Activity -
Restate each record below word for word, skipping images.

********

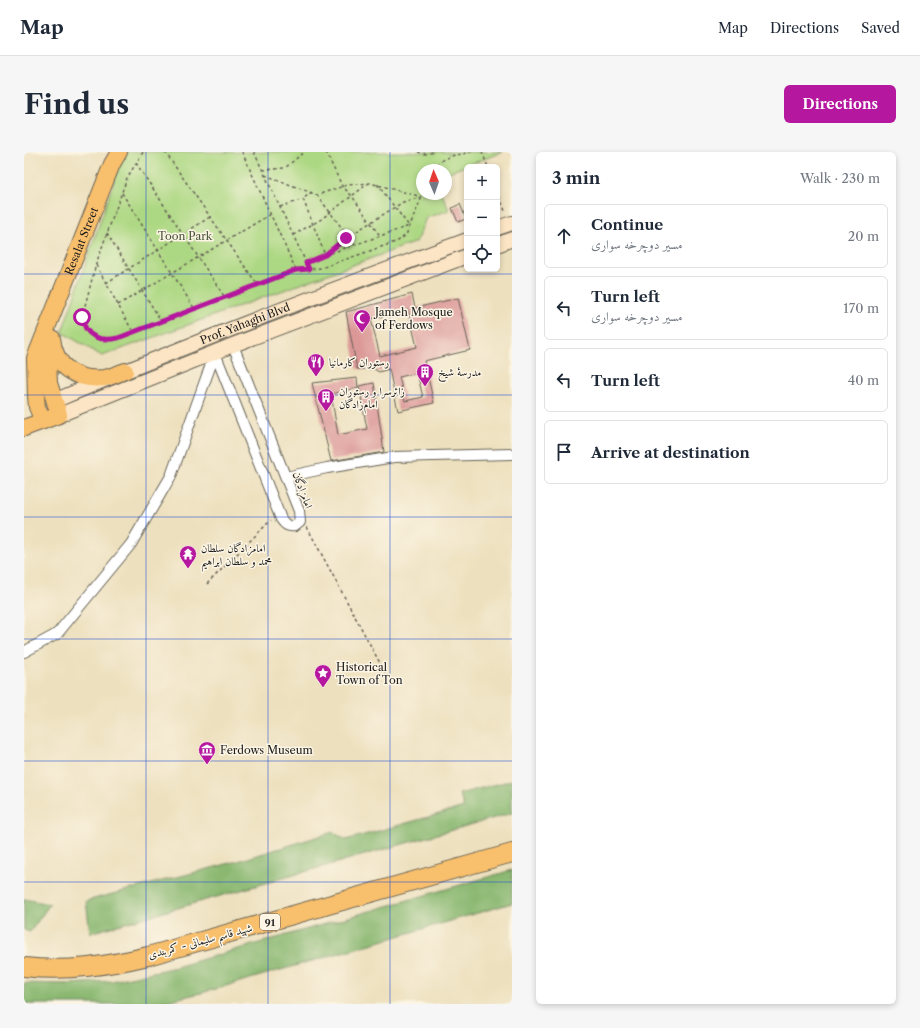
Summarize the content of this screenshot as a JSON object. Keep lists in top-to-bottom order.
{
  "streets": {
    "highway": ["91", "شهید قاسم سلیمانی - کمربندی"],
    "main road": ["Resalat Street", "Prof. Yahaghi Blvd"],
    "street": ["امامزادگان"]
  },
  "crossings": [
    ["Resalat Street", "Prof. Yahaghi Blvd"],
    ["Prof. Yahaghi Blvd", "امامزادگان"]
  ],
  "parks": ["Toon Park"],
  "places": {
    "mosque": ["Jameh Mosque of Ferdows"],
    "restaurant": ["رستوران کارمانیا"],
    "building": ["مدرسهٔ شیخ", "زائرسرا و رستوران امام‌زادگان"],
    "temple": ["امامزادگان سلطان محمد و سلطان ابراهیم"],
    "place": ["Historical Town of Ton"],
    "museum": ["Ferdows Museum"]
  },
  "north": "top",
  "page": {
    "header": "Map",
    "nav": ["Map", "Directions", "Saved"],
    "buttons": "Directions",
    "title": "Find us",
    "heading": ["3 min", "Walk · 230 m"],
    "map_buttons": ["+", "−"],
    "list": [
      ["Continue", "مسیر دوچرخه سواری", "20 m"],
      ["Turn left", "مسیر دوچرخه سواری", "170 m"],
      ["Turn left", "40 m"],
      "Arrive at destination"
    ]
  }
}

********

Solution to this problem -
Summarize the content of this screenshot as a JSON object. Keep lists in top-to-bottom order.
{
  "streets": {
    "highway": ["91", "شهید قاسم سلیمانی - کمربندی"],
    "main road": ["Resalat Street", "Prof. Yahaghi Blvd"],
    "street": ["امامزادگان"]
  },
  "crossings": [
    ["Resalat Street", "Prof. Yahaghi Blvd"],
    ["Prof. Yahaghi Blvd", "امامزادگان"]
  ],
  "parks": ["Toon Park"],
  "places": {
    "mosque": ["Jameh Mosque of Ferdows"],
    "restaurant": ["رستوران کارمانیا"],
    "building": ["مدرسهٔ شیخ", "زائرسرا و رستوران امام‌زادگان"],
    "temple": ["امامزادگان سلطان محمد و سلطان ابراهیم"],
    "place": ["Historical Town of Ton"],
    "museum": ["Ferdows Museum"]
  },
  "north": "top",
  "page": {
    "header": "Map",
    "nav": ["Map", "Directions", "Saved"],
    "buttons": "Directions",
    "title": "Find us",
    "heading": ["3 min", "Walk · 230 m"],
    "map_buttons": ["+", "−"],
    "list": [
      ["Continue", "مسیر دوچرخه سواری", "20 m"],
      ["Turn left", "مسیر دوچرخه سواری", "170 m"],
      ["Turn left", "40 m"],
      "Arrive at destination"
    ]
  }
}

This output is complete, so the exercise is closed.